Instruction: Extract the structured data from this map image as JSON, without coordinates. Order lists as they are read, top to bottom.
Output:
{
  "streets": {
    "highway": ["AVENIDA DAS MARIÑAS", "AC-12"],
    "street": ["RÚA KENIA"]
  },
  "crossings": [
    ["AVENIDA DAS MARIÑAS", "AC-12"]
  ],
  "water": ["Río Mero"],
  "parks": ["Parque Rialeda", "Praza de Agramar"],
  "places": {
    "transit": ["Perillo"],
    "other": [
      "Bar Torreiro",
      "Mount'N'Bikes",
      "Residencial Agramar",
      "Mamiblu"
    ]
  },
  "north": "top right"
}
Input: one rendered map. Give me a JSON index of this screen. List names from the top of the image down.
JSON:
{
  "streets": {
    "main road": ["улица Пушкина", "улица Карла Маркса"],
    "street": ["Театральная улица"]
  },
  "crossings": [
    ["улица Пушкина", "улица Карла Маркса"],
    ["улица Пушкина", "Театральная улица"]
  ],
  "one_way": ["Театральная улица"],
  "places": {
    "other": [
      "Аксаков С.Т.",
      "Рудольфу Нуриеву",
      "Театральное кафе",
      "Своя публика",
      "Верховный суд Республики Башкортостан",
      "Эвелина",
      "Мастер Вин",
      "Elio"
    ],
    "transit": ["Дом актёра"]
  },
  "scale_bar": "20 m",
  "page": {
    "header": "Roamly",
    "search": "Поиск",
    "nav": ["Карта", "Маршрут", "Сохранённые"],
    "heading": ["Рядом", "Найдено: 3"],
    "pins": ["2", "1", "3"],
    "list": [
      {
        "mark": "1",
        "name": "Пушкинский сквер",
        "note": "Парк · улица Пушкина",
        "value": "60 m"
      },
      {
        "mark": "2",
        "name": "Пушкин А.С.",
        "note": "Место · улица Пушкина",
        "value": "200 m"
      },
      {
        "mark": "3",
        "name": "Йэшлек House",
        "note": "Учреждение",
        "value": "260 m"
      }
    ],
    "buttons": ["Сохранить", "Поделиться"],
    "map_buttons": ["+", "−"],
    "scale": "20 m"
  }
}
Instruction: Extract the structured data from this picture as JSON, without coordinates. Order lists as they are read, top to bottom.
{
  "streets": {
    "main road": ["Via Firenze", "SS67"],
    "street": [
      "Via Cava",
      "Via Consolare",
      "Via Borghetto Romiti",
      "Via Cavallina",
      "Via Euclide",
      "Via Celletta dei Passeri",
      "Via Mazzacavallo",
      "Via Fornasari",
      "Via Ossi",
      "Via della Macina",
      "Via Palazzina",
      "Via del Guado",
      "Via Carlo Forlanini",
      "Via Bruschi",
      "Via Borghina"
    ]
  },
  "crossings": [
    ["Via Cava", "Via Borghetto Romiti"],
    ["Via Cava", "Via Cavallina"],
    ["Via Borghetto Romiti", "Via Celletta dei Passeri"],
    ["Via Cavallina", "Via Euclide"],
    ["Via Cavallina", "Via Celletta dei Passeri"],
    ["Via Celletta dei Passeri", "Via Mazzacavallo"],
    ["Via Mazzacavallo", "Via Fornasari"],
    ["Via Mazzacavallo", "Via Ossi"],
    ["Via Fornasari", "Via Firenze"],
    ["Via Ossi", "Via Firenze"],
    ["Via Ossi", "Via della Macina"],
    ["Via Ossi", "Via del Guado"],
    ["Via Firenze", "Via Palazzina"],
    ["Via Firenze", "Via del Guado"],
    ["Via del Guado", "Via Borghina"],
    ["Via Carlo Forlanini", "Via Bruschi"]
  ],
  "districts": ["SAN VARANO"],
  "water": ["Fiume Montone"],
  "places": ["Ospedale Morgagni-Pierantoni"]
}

┄┄┄┄┄┄┄┄┄┄

YOUR ASSIGNMENT: Starting with the first line of the entries and ending with the line that has "Input: one rendered", copy each line exactly and add nothing.

EXERCISE ANSWER:
Instruction: Extract the structured data from this map image as JSON, without coordinates. Order lists as they are read, top to bottom.
Output:
{
  "streets": {
    "highway": ["AVENIDA DAS MARIÑAS", "AC-12"],
    "street": ["RÚA KENIA"]
  },
  "crossings": [
    ["AVENIDA DAS MARIÑAS", "AC-12"]
  ],
  "water": ["Río Mero"],
  "parks": ["Parque Rialeda", "Praza de Agramar"],
  "places": {
    "transit": ["Perillo"],
    "other": [
      "Bar Torreiro",
      "Mount'N'Bikes",
      "Residencial Agramar",
      "Mamiblu"
    ]
  },
  "north": "top right"
}
Input: one rendered map. Give me a JSON index of this screen. List names from the top of the image down.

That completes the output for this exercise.